Assignment:
Search the material below for the string "nowrap" and extract each line that has it.

---------- Task data ----------

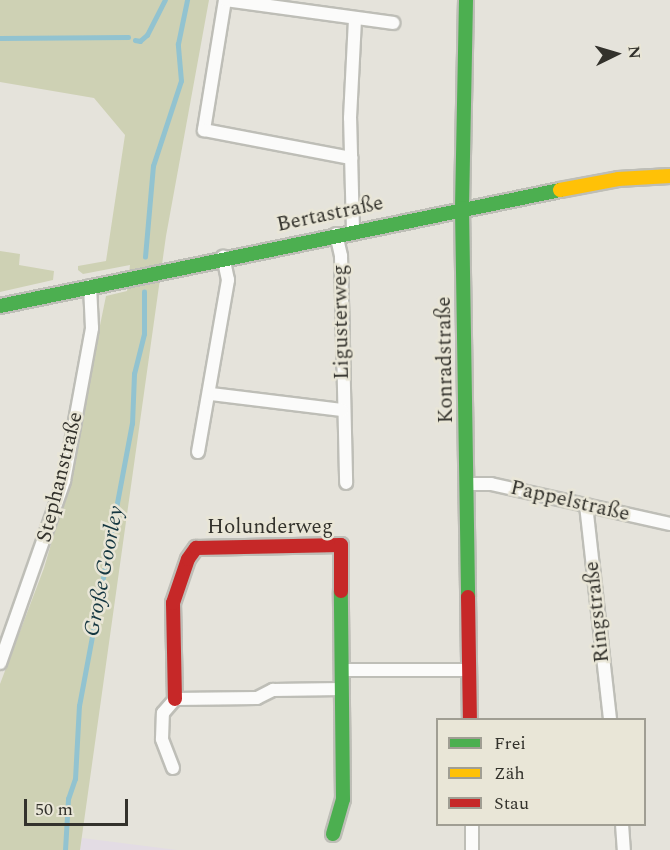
<!DOCTYPE html>
<html>
<head>
<meta charset="utf-8">
<style>
	body { margin:0 }
	#map { position:relative; width:670px; height:850px; overflow:hidden; background:#e5e3db; font-family:Spectral,serif }
	div>[style] { position:absolute }
	[style*='--x'] { left:calc(var(--x)*1px); top:calc(var(--y)*1px); width:calc(var(--w)*1px); rotate:calc(var(--a)*1deg) }
	.education>* { inset:0; background:#e3dce4 }
	.green>* { inset:0; background:#ced1b4 }
	.stream>* { height:4.5px; margin:-2.25px; padding:0 2.25px; transform-origin:2.25px; border-radius:2.25px; background:#92c3d0 }
	.roads { filter:drop-shadow(2px 0 #bebeb7) drop-shadow(-2px 0 #bebeb7) drop-shadow(0 2px #bebeb7) drop-shadow(0 -2px #bebeb7) }
	.street>* { height:12px; margin:-6px; padding:0 6px; transform-origin:6px; border-radius:6px; background:#fbfbfa }
	.fast>* { height:14px; margin:-7px; padding:0 7px; transform-origin:7px; border-radius:7px; background:#4caf50 }
	.slow>* { height:14px; margin:-7px; padding:0 7px; transform-origin:7px; border-radius:7px; background:#ffc107 }
	.jam>* { height:14px; margin:-7px; padding:0 7px; transform-origin:7px; border-radius:7px; background:#c62828 }
	span { translate:-50% -50%; white-space:nowrap; text-align:center; line-height:1.15; -webkit-text-stroke:5px #e9e6d7; paint-order:stroke }
	.street-label { font-size:21px; color:#33322c }
	.water-label { font-size:22px; color:#153741; font-style:italic }
	.legend { position:absolute; left:436px; top:718px; width:210px; height:108px; box-sizing:border-box; background:#e9e6d7; border:2px solid #a09e93; margin:0; padding:8px 10px; list-style:none; font-size:18px; color:#33322c }
	.legend li { display:flex; align-items:center; gap:12px; height:30px }
	.legend b { width:30px; border:2px solid #a09e93 }
	.north { position:absolute; left:586px; top:24px; width:60px; height:60px; -webkit-text-stroke:4px #e9e6d7; paint-order:stroke; rotate:85deg; font-size:16px; font-weight:700; line-height:24px; text-align:center; color:#33322c }
	.north::after { content:''; display:block; margin:auto; width:21px; height:27px; background:#33322c; clip-path:polygon(50% 0,100% 100%,50% 72%,0 100%) }
	.scale { position:absolute; left:24px; top:799px; width:104px; height:27px; box-sizing:border-box; border:3px solid #33322c; border-top:0; padding-left:8px; font-size:18px; line-height:21px; white-space:nowrap; color:#33322c; -webkit-text-stroke:4px #e9e6d7; paint-order:stroke }
</style>
</head>
<body>
<div id="map">
	<div class="education">
		<i style="clip-path:polygon(82px 838px,177px 850px,80px 850px)"></i>
	</div>
	<div class="green">
		<i style="clip-path:polygon(0 0,209px 0,166px 236px,80px 850px,0 850px,0 684px,44px 568px,65px 496px,106px 296px,127px 291px,130px 265px,83px 274px,78px 270px,78px 266px,106px 261px,125px 135px,94px 98px,0 82px)"></i>
		<i style="clip-path:polygon(0 251px,20px 254px,19px 265px,54px 271px,53px 280px,0 292px)"></i>
	</div>
	<div class="stream">
		<i style="--x:0;--y:38;--w:128;--a:-0.4"></i>
		<i style="--x:135;--y:40;--w:5;--a:11"></i>
		<i style="--x:140;--y:41;--w:9;--a:-41"></i>
		<i style="--x:147;--y:35;--w:39;--a:-63"></i>
		<i style="--x:145;--y:257;--w:91;--a:-85"></i>
		<i style="--x:153;--y:166;--w:89;--a:-71.8"></i>
		<i style="--x:181;--y:81;--w:37;--a:-95"></i>
		<i style="--x:178;--y:44;--w:45;--a:-78.4"></i>
		<i style="--x:65;--y:850;--w:51;--a:-86.6"></i>
		<i style="--x:68;--y:799;--w:21;--a:-71"></i>
		<i style="--x:75;--y:779;--w:73;--a:-86.9"></i>
		<i style="--x:79;--y:706;--w:287;--a:-79.4"></i>
		<i style="--x:132;--y:424;--w:50;--a:-87.7"></i>
		<i style="--x:134;--y:374;--w:41;--a:-76"></i>
		<i style="--x:144;--y:334;--w:42;--a:-90"></i>
	</div>
	<div class="roads">
		<div class="street">
			<i style="--x:225;--y:0;--w:132;--a:99.2"></i>
			<i style="--x:204;--y:130;--w:150;--a:10.8"></i>
			<i style="--x:226;--y:0;--w:169;--a:7.8"></i>
			<i style="--x:353;--y:230;--w:112;--a:-91.5"></i>
			<i style="--x:350;--y:118;--w:99;--a:-87.1"></i>
			<i style="--x:336;--y:234;--w:23;--a:77"></i>
			<i style="--x:341;--y:256;--w:227;--a:88.7"></i>
			<i style="--x:211;--y:394;--w:132;--a:7"></i>
			<i style="--x:198;--y:452;--w:175;--a:-80.1"></i>
			<i style="--x:228;--y:280;--w:24;--a:-102"></i>
			<i style="--x:469;--y:484;--w:22;--a:0"></i>
			<i style="--x:491;--y:484;--w:183;--a:12.6"></i>
			<i style="--x:586;--y:505;--w:216;--a:83.6"></i>
			<i style="--x:0;--y:663;--w:193;--a:-70.6"></i>
			<i style="--x:64;--y:481;--w:156;--a:-79.6"></i>
			<i style="--x:92;--y:328;--w:42;--a:-92.7"></i>
			<i style="--x:341;--y:670;--w:128;--a:0"></i>
			<i style="--x:173;--y:768;--w:31;--a:-111"></i>
			<i style="--x:162;--y:739;--w:26;--a:-88"></i>
			<i style="--x:163;--y:713;--w:18;--a:-49"></i>
			<i style="--x:175;--y:699;--w:82;--a:-0.7"></i>
			<i style="--x:257;--y:698;--w:18;--a:-27"></i>
			<i style="--x:273;--y:690;--w:69;--a:-0.8"></i>
			<i style="--x:472;--y:824;--w:26;--a:90"></i>
			<i style="--x:622;--y:824;--w:26;--a:86"></i>
		</div>
		<div class="fast">
			<i style="--x:466;--y:0;--w:208;--a:91.1"></i>
			<i style="--x:462;--y:208;--w:389;--a:89.1"></i>
			<i style="--x:0;--y:306;--w:572;--a:-11.7"></i>
			<i style="--x:333;--y:834;--w:36;--a:-74"></i>
			<i style="--x:343;--y:799;--w:208;--a:-90.6"></i>
		</div>
		<div class="slow">
			<i style="--x:560;--y:190;--w:59;--a:-10.7"></i>
			<i style="--x:618;--y:179;--w:52;--a:-3.3"></i>
		</div>
		<div class="jam">
			<i style="--x:468;--y:597;--w:123;--a:89.1"></i>
			<i style="--x:175;--y:699;--w:96;--a:-91.2"></i>
			<i style="--x:173;--y:603;--w:46;--a:-71.2"></i>
			<i style="--x:188;--y:559;--w:14;--a:-54"></i>
			<i style="--x:196;--y:548;--w:145;--a:-1.2"></i>
			<i style="--x:341;--y:545;--w:46;--a:90"></i>
		</div>
	</div>
	<div class="street-label">
		<span style="left:330px;top:214px;rotate:-12deg">Bertastraße</span>
		<span style="left:341px;top:322px;rotate:-91deg">Ligusterweg</span>
		<span style="left:445px;top:360px;rotate:-91deg">Konradstraße</span>
		<span style="left:60px;top:477px;rotate:-76deg">Stephanstraße</span>
		<span style="left:570px;top:501px;rotate:13deg">Pappelstraße</span>
		<span style="left:270px;top:527px">Holunderweg</span>
		<span style="left:597px;top:612px;rotate:-96deg">Ringstraße</span>
	</div>
	<div class="water-label">
		<span style="left:104px;top:571px;rotate:-79deg">Große Goorley</span>
	</div>
	<ul class="legend">
	<li><b style="height:8px;background:#4caf50"></b>Frei</li>
	<li><b style="height:8px;background:#ffc107"></b>Zäh</li>
	<li><b style="height:8px;background:#c62828"></b>Stau</li>
	</ul>
	<div class="north">N</div>
	<div class="scale">50 m</div>
</div>
</body>
</html>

----------

Exercise output:
	span { translate:-50% -50%; white-space:nowrap; text-align:center; line-height:1.15; -webkit-text-stroke:5px #e9e6d7; paint-order:stroke }
	.scale { position:absolute; left:24px; top:799px; width:104px; height:27px; box-sizing:border-box; border:3px solid #33322c; border-top:0; padding-left:8px; font-size:18px; line-height:21px; white-space:nowrap; color:#33322c; -webkit-text-stroke:4px #e9e6d7; paint-order:stroke }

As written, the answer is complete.